Records from a collection

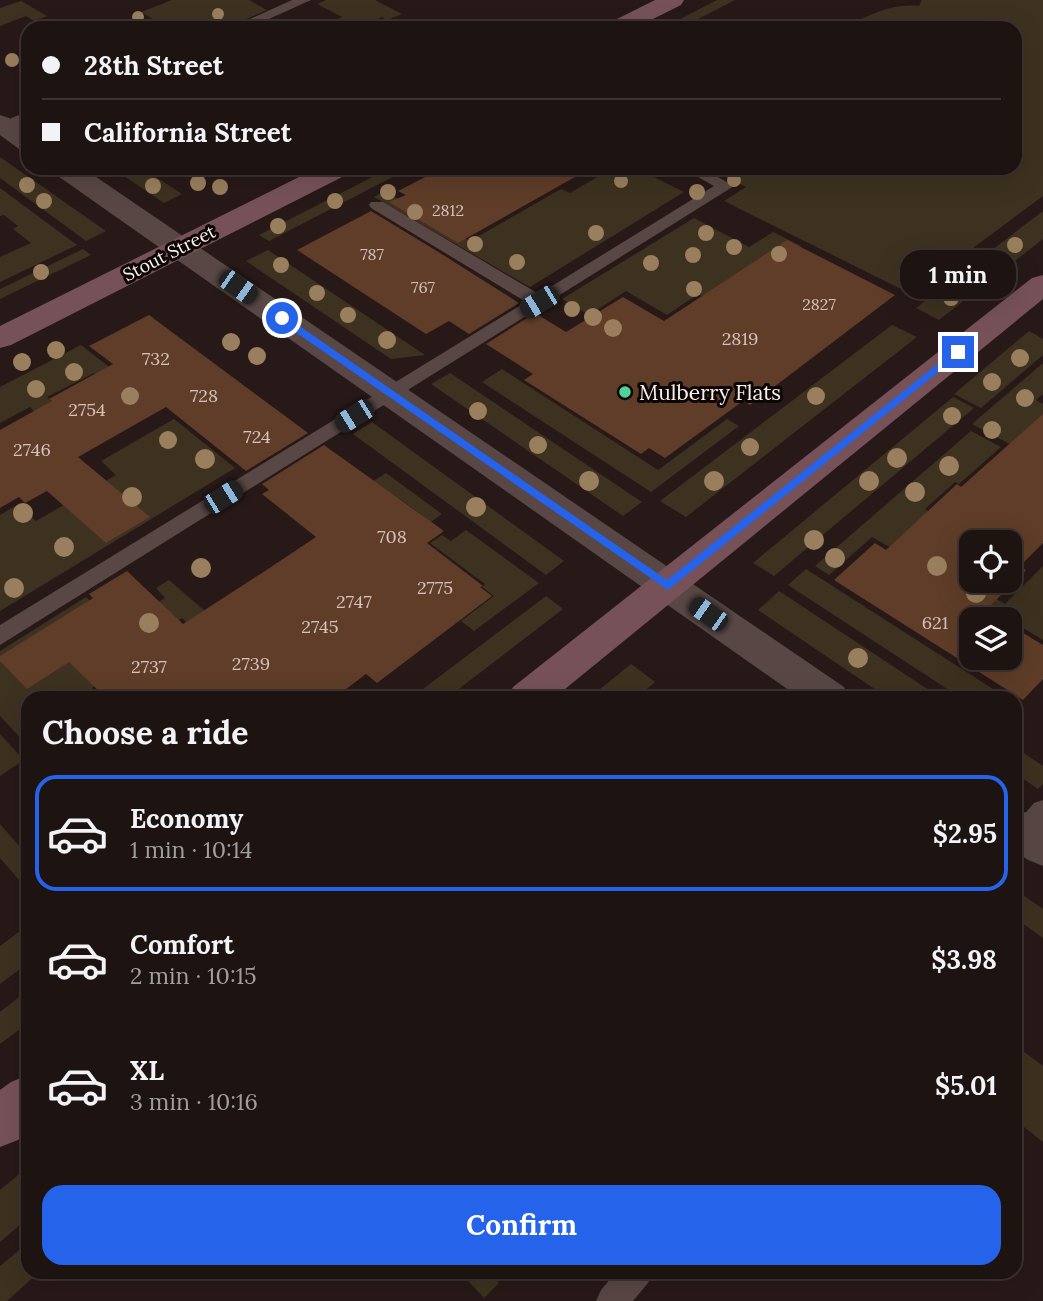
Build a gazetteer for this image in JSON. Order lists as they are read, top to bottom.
{
  "streets": {
    "street": ["Stout Street"]
  },
  "places": ["Mulberry Flats"],
  "house_numbers": [
    "2812",
    "787",
    "767",
    "2827",
    "2819",
    "732",
    "728",
    "2754",
    "724",
    "2746",
    "708",
    "2775",
    "2747",
    "621",
    "2745",
    "2739",
    "2737"
  ],
  "page": {
    "banner": ["28th Street", "California Street"],
    "bubble": "1 min",
    "heading": "Choose a ride",
    "list": [
      {
        "name": "Economy",
        "note": "1 min · 10:14",
        "value": "$2.95"
      },
      {
        "name": "Comfort",
        "note": "2 min · 10:15",
        "value": "$3.98"
      },
      {
        "name": "XL",
        "note": "3 min · 10:16",
        "value": "$5.01"
      }
    ],
    "buttons": "Confirm"
  }
}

== BRIEF ==
Go line by line through the records and copy those that contain the word "note".

== FINAL ANSWER ==
        "note": "1 min · 10:14",
        "note": "2 min · 10:15",
        "note": "3 min · 10:16",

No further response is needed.